Was ist minimalinvasive Fußchirurgie?

Die Besonderheiten der minimalinvasiven Fußchirurgie lassen sich am einfachsten im Gegensatz zur klassischen offenen Fußchirurgie beschreiben.

Bei der klassischen Fußchirurgie wird der Fuß über einen oder mehrere Hautschnitte eröffnet, Sehnen und Gelenke korrigiert, Knochen durchtrennt und wieder verschraubt.

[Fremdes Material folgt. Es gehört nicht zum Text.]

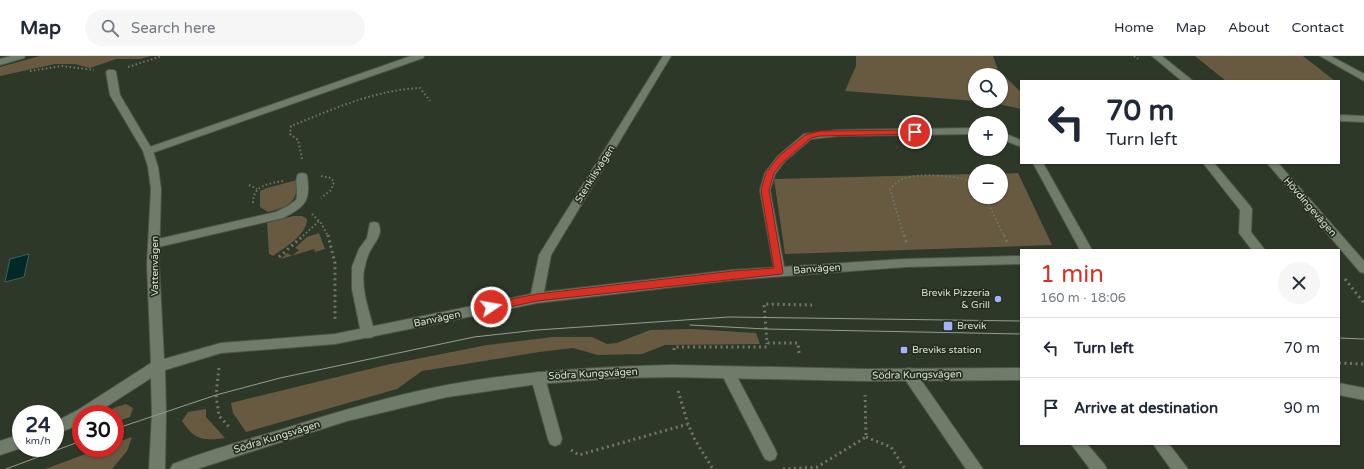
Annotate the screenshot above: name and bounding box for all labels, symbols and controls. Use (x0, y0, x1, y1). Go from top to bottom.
search box (85, 10, 365, 46)
text: Map (20, 17, 61, 39)
icon: search (99, 17, 121, 39)
text: Search here (131, 19, 215, 37)
text: Home (1114, 19, 1154, 36)
text: Map (1176, 19, 1206, 36)
text: About (1228, 19, 1270, 36)
text: Contact (1292, 19, 1344, 36)
map controls (968, 68, 1008, 204)
button: search (968, 68, 1008, 108)
text: 70 m (1106, 94, 1174, 128)
icon: left (1040, 96, 1092, 148)
pin (898, 115, 932, 149)
button: + (968, 116, 1008, 156)
icon: arrive (904, 121, 926, 143)
text: Turn left (1106, 128, 1178, 150)
street label: Stenkilsvägen (573, 143, 617, 205)
button: − (968, 164, 1008, 204)
street label: Hövdingevägen (1281, 175, 1339, 239)
street label: Vattenvägen (149, 236, 161, 296)
text: 1 min (1040, 260, 1104, 289)
street label: Banvägen (793, 261, 841, 277)
button: close (1278, 262, 1320, 304)
position arrow (470, 286, 512, 328)
place label: Brevik Pizzeria & Grill (921, 287, 990, 311)
text: 160 m · 18:06 (1040, 290, 1126, 306)
marker: Brevik Pizzeria & Grill (993, 294, 1003, 304)
street label: Banvägen (413, 308, 461, 330)
marker: Brevik (942, 320, 954, 332)
place label: Brevik (957, 320, 987, 332)
icon: left (1040, 337, 1062, 359)
text: Turn left (1074, 339, 1134, 357)
text: 70 m (1283, 339, 1320, 357)
place label: Breviks station (912, 344, 981, 356)
marker: Breviks station (899, 345, 909, 355)
street label: Södra Kungsvägen (548, 366, 638, 382)
street label: Södra Kungsvägen (872, 368, 962, 382)
icon: arrive (1040, 397, 1062, 419)
text: Arrive at destination (1074, 399, 1218, 417)
text: 90 m (1283, 399, 1320, 417)
speed limit sign: 30 (72, 405, 124, 457)
text: 24 (25, 414, 51, 438)
street label: Södra Kungsvägen (232, 418, 322, 456)
text: km/h (25, 435, 51, 447)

Bei einem minimalinvasiven Vorgehen wird auf typische Hautschnitte verzichtet. Stattdessen werde alle Korrekturen über wenige Millimeter große Stichinzisionen durchgeführt. Gelenk und Sehnen werden mit einem Spezialmesser durchtrennt. Der Knochen wird mit einer im Durchmesser 2-3 mm großen Fräse durchtrennt. Auf eine Verschraubung des Knochens wird häufig verzichtet. Das Korrekturergebnis wird stattdessen durch einen Verband gehalten, der für mehrere Wochen nach der Operation konsequent angelegt werden muss (siehe Zügelverband).

2 mm dicke Spezialfräse, mit der die Knochen durchtrennt werden können.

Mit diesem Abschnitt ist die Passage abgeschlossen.